# Rile78's Backyard Pool Install Lawn Recovery



## Rile78 (May 14, 2018)

Have done a few reno's over the past few years but this was my biggest challenge yet so decided to start a journal. Let's go back to Oct 2021. I was looking out at my backyard, seeing a massive 18 ft x 38 ft x 8 ft hole and an equally sized mountain of dirt next to it. The pool was dropped in the ground on 10/18 but the dirt remained until 4/25/2022.

I knew timing for a reno was not ideal and I didn't want to look at mud all summer so I graded the lawn with my riding mower and a pull behind dethatcher, which works amazing on bare dirt. I threw down some PRG, raked in, tenacity, fungicide, starter fert…then the week after we had a 100 degree heat wave for 10 days. The grass was toast.

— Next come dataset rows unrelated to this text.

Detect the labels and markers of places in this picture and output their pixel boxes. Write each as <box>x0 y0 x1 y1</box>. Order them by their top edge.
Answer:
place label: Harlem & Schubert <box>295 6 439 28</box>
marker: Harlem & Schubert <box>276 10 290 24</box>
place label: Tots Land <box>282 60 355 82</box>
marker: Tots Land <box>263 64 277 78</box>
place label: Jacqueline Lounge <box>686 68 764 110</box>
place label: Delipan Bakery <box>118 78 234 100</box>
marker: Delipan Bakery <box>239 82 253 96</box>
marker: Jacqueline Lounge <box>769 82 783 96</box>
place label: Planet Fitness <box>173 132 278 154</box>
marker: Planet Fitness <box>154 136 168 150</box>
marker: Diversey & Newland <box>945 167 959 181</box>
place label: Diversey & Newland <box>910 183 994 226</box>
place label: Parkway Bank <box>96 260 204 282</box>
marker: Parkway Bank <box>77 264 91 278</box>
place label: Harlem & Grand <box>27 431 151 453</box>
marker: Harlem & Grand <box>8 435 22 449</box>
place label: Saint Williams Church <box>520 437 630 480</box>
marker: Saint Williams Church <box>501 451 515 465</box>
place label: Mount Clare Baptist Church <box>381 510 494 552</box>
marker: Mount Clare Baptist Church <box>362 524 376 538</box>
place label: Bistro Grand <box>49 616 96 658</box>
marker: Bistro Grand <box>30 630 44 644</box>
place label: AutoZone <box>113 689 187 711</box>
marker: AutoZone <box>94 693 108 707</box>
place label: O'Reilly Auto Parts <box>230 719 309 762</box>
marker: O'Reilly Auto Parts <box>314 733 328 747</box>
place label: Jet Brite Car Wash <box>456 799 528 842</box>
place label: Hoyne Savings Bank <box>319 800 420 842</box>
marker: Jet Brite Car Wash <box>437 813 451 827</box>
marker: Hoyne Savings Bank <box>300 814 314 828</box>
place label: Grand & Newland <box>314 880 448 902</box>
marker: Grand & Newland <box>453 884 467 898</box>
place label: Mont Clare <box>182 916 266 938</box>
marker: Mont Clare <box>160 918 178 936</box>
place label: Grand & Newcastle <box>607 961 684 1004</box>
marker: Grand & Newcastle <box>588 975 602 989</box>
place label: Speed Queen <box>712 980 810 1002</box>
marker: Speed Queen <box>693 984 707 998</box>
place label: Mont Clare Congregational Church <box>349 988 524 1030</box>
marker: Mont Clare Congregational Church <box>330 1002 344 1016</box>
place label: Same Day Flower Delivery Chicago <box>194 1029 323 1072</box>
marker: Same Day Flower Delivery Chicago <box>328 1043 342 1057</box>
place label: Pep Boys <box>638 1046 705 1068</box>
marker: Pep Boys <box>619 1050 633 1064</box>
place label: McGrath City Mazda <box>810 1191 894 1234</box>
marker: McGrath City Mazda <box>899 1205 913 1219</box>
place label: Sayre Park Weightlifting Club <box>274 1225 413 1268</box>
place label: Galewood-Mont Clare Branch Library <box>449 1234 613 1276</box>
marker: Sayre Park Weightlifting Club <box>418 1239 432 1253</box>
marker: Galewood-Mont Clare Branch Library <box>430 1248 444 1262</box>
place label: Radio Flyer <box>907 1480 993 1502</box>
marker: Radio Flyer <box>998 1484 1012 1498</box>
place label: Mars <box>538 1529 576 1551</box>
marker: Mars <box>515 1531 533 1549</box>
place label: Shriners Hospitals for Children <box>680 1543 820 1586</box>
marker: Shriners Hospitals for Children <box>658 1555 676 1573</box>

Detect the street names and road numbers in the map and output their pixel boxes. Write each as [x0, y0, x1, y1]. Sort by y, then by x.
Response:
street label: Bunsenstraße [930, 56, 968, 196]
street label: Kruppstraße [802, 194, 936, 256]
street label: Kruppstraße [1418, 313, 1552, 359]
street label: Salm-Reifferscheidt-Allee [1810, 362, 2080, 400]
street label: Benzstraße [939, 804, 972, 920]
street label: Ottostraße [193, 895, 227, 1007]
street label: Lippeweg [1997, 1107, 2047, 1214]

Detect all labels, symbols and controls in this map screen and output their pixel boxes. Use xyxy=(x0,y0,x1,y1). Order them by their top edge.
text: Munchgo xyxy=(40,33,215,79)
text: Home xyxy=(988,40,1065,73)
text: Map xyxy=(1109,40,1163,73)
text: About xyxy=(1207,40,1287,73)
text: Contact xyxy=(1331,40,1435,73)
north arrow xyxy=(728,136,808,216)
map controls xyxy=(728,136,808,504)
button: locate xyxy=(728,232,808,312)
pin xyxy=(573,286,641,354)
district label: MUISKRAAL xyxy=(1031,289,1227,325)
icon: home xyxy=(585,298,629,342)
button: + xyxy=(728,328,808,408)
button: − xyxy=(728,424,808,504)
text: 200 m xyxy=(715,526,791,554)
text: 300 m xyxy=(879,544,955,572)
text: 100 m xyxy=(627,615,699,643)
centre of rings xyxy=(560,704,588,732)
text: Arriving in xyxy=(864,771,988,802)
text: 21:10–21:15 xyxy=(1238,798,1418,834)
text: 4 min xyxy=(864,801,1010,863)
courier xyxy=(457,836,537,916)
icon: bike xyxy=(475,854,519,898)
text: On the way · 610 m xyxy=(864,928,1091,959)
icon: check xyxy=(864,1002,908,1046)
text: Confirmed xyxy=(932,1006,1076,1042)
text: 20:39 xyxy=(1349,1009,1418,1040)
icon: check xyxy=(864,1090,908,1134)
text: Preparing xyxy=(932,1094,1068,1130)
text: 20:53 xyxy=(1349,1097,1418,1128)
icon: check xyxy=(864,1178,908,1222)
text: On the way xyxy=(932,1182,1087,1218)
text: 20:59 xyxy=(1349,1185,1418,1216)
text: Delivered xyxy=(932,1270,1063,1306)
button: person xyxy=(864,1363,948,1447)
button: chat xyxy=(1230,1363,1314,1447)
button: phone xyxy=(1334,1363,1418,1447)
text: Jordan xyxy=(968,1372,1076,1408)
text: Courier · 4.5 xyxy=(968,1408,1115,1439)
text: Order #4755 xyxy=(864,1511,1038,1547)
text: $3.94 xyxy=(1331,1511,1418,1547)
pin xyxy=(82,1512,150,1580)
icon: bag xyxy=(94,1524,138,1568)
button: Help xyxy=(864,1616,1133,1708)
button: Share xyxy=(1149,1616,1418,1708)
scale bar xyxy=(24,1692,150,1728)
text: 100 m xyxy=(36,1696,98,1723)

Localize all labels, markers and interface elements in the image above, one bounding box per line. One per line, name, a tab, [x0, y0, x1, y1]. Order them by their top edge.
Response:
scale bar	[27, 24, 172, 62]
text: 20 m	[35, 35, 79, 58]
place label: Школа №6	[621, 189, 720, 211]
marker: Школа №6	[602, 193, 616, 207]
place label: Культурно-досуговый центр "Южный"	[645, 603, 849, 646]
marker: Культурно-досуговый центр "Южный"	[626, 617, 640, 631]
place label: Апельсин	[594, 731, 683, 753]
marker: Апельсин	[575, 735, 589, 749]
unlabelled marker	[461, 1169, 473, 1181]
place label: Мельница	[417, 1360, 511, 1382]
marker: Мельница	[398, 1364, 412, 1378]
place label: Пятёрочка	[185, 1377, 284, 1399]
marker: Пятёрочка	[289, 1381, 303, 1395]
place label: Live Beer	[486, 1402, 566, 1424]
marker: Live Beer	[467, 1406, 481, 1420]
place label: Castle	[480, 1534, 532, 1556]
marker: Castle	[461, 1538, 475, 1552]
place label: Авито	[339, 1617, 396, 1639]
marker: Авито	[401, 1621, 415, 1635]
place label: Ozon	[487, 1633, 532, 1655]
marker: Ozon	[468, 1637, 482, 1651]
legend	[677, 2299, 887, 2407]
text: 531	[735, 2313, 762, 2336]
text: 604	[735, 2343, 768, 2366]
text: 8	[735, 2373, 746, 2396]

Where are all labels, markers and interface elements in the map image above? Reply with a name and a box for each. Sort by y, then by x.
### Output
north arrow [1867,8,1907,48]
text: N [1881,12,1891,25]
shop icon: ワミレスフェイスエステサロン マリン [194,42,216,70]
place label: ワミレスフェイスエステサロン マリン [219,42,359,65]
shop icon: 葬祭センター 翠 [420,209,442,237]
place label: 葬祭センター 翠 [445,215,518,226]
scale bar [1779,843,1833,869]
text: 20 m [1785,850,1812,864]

I called it quits and just began my plan for a fall KBG reno. I didn't have topsoil brought in and unfortunately most of the dirt they leveled the lawn with was heavy clay. I started in May prepping the dirt. Soil test was first then based on results starting applying calcitic lime, sulfur, and Carbon Pro-G. After each app I incorporated everything in with my dethatcher. I repeated this 3 times over summer while also spot spraying crabgrass, nutsedge and any other weed with glyphosate on a weekly basis.


----------



## 606-Lawn (5 mo ago)

Once your grass comes up that backyard will look awesome around that pool area.


----------



## Rile78 (May 14, 2018)

I know central KY is not ideal for a 100% KBG lawn but I've always wanted it, plus i installed a diy inground irrigation this summer to help get it through July and August. I had about 4 pounds of GCI Blue Heat leftover from last year and I decided to order 5 pounds of Barenbrug Turf Blue Pro and I mixed them altogether to get the 8 pounds of seed needed for my 2k sq ft.

Thursday August 12:
- spread 7 bails of peat moss and drug in with the pull behind dethatcher
- spread seed at 4lb per 1m
- spread 25 lb of Lesco Carbon Pro G
- incorporated everything into the soil with the once again trusty dethatcher
- didn't have a roller so I just drove my riding mower over the dirt for about 30 minutes to really press the seed into the soil. 
- sprayed a tank mix of Tenacity at 4 oz rate and 1 oz per 1m rate of Propiconazole 14.3

Set timers to run for 5 minutes at 8a, 11a, 1p, 3p, and 5p

Now I wait!!!


----------



## Rile78 (May 14, 2018)

6 days since seed down and I'm seeing some 1/8" green hairs emerging from the ground. While exciting, I'm still having daily pep talks with myself that the wait will be worth it for a 100% KBG lawn.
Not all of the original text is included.